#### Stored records
■ ■ ■ ■ ■
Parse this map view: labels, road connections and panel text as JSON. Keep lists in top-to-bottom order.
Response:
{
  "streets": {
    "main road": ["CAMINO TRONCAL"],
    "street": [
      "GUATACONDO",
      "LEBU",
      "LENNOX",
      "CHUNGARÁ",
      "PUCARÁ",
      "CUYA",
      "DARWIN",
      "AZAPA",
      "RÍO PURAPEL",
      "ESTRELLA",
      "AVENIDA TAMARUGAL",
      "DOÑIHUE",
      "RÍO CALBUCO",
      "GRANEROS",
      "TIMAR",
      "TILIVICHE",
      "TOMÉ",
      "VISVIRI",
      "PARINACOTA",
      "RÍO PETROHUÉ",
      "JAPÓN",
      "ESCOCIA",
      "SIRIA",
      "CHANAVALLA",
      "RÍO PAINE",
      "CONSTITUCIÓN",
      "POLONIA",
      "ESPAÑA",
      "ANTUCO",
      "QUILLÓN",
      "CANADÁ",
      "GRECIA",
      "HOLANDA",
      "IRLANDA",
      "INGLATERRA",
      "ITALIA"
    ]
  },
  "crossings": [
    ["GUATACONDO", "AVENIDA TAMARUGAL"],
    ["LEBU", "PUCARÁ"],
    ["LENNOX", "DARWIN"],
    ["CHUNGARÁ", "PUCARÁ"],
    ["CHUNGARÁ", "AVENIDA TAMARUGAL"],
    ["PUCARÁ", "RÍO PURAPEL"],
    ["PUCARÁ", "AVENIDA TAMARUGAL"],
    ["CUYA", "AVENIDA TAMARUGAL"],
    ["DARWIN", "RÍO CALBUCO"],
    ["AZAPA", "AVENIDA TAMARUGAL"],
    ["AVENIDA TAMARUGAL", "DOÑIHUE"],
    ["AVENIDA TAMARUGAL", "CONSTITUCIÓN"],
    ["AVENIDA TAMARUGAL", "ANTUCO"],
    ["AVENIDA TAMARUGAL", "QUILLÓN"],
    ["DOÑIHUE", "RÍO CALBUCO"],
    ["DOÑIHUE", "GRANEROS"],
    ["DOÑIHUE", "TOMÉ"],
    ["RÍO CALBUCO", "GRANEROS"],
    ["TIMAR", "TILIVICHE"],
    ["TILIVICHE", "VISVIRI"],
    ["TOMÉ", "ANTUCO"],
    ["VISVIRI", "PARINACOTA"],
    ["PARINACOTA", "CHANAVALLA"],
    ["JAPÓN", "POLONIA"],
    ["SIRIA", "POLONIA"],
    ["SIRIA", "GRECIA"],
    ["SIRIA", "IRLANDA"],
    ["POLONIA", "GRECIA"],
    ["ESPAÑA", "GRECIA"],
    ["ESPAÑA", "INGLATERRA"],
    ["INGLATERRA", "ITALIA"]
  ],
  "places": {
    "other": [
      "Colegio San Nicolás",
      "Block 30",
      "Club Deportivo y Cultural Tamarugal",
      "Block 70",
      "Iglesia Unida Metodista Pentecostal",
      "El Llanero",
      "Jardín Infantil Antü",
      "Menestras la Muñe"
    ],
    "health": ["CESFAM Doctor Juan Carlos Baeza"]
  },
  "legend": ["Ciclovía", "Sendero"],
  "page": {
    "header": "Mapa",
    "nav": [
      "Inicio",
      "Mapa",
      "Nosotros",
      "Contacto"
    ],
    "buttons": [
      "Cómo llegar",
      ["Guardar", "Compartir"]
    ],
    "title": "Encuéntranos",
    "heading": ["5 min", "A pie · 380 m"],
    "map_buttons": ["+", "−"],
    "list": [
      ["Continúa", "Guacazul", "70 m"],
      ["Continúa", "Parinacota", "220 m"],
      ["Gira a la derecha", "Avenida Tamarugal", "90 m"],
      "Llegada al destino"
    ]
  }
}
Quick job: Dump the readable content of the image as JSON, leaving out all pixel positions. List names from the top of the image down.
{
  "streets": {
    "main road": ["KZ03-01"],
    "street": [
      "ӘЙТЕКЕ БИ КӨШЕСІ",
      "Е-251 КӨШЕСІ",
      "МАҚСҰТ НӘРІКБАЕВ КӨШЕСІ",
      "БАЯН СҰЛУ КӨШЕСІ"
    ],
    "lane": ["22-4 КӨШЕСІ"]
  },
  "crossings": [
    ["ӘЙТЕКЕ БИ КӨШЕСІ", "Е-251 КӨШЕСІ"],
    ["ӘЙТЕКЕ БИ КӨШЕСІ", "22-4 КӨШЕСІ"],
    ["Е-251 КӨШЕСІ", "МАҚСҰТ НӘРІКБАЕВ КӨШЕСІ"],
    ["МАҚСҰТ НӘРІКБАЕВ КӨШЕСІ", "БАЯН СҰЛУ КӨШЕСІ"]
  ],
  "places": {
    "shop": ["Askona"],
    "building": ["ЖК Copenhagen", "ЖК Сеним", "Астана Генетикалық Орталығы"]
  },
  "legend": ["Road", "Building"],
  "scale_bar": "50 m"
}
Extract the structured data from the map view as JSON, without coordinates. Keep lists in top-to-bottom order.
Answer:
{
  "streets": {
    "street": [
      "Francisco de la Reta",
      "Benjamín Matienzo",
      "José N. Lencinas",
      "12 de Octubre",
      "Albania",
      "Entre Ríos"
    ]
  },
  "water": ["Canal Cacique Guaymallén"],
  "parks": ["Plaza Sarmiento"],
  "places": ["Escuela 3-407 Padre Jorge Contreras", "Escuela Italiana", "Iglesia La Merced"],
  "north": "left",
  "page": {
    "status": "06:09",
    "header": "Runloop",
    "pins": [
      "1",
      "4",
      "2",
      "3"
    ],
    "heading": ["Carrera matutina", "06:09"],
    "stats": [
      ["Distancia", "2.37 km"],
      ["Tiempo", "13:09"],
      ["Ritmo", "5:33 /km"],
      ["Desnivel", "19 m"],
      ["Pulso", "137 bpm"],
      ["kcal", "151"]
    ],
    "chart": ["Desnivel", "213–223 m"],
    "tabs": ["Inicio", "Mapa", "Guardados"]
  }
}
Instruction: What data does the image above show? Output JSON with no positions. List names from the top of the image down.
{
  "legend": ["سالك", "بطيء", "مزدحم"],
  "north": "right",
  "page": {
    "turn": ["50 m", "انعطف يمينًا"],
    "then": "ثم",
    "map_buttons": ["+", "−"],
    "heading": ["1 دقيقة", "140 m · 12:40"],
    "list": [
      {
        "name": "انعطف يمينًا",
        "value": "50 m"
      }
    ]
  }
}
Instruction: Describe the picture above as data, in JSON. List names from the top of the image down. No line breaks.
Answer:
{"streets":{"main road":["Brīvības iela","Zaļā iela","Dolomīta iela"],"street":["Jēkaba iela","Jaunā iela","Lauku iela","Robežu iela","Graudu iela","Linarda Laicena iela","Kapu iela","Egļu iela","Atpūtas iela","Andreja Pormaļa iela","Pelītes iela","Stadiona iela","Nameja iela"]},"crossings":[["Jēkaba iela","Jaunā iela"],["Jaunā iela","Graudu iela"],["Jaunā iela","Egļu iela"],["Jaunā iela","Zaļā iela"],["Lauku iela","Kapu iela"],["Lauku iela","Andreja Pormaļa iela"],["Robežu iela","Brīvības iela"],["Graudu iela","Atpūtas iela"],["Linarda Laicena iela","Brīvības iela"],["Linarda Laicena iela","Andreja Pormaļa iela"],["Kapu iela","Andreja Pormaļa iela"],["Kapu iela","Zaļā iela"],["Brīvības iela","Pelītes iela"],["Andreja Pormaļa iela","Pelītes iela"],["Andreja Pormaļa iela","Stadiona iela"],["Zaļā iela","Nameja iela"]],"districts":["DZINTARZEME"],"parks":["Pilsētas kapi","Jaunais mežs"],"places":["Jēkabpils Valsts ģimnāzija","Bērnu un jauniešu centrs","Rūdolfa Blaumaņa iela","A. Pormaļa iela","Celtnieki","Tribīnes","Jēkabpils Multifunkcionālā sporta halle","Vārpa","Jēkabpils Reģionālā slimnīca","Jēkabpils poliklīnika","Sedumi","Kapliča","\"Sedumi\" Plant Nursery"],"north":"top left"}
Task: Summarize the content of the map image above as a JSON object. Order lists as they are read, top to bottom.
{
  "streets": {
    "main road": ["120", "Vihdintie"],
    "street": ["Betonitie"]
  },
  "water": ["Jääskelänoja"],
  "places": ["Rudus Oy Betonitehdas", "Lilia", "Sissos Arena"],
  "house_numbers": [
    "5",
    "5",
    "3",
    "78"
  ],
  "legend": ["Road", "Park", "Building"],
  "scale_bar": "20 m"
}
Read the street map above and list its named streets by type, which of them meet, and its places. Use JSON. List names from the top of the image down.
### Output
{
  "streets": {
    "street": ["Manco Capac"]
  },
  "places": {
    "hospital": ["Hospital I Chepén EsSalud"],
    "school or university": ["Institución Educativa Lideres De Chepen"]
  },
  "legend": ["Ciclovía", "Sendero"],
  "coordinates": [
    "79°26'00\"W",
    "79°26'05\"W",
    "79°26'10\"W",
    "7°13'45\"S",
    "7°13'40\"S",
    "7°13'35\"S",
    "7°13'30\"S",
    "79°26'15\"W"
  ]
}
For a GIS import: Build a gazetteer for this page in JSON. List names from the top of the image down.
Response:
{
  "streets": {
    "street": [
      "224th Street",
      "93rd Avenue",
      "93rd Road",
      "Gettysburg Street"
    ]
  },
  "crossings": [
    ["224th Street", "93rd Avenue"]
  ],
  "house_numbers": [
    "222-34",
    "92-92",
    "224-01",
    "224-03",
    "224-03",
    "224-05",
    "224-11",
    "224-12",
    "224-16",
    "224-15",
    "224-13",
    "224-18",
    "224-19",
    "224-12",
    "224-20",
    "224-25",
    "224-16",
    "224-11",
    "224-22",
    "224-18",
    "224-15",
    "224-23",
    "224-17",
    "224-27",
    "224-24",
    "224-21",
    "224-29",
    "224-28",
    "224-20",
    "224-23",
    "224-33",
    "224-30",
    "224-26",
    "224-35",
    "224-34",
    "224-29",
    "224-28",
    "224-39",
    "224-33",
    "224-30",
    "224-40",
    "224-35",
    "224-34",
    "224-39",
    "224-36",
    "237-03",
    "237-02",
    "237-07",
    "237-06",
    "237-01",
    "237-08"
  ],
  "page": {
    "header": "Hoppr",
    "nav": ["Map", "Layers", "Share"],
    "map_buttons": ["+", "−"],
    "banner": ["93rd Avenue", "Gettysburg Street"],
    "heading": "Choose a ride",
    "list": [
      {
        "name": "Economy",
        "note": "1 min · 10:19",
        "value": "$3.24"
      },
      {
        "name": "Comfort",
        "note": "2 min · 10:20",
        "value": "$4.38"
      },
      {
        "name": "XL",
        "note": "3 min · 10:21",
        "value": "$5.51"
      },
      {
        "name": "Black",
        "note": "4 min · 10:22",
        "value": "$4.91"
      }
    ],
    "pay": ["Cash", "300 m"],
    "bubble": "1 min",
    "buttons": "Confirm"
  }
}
■ ■ ■ ■ ■
#### TRY IT
Copy out the range of lines above starting at the line with "Quick job: Dump" and ending at the line with "Extract the structured", exactly and including both.

#### RESULT
Quick job: Dump the readable content of the image as JSON, leaving out all pixel positions. List names from the top of the image down.
{
  "streets": {
    "main road": ["KZ03-01"],
    "street": [
      "ӘЙТЕКЕ БИ КӨШЕСІ",
      "Е-251 КӨШЕСІ",
      "МАҚСҰТ НӘРІКБАЕВ КӨШЕСІ",
      "БАЯН СҰЛУ КӨШЕСІ"
    ],
    "lane": ["22-4 КӨШЕСІ"]
  },
  "crossings": [
    ["ӘЙТЕКЕ БИ КӨШЕСІ", "Е-251 КӨШЕСІ"],
    ["ӘЙТЕКЕ БИ КӨШЕСІ", "22-4 КӨШЕСІ"],
    ["Е-251 КӨШЕСІ", "МАҚСҰТ НӘРІКБАЕВ КӨШЕСІ"],
    ["МАҚСҰТ НӘРІКБАЕВ КӨШЕСІ", "БАЯН СҰЛУ КӨШЕСІ"]
  ],
  "places": {
    "shop": ["Askona"],
    "building": ["ЖК Copenhagen", "ЖК Сеним", "Астана Генетикалық Орталығы"]
  },
  "legend": ["Road", "Building"],
  "scale_bar": "50 m"
}
Extract the structured data from the map view as JSON, without coordinates. Keep lists in top-to-bottom order.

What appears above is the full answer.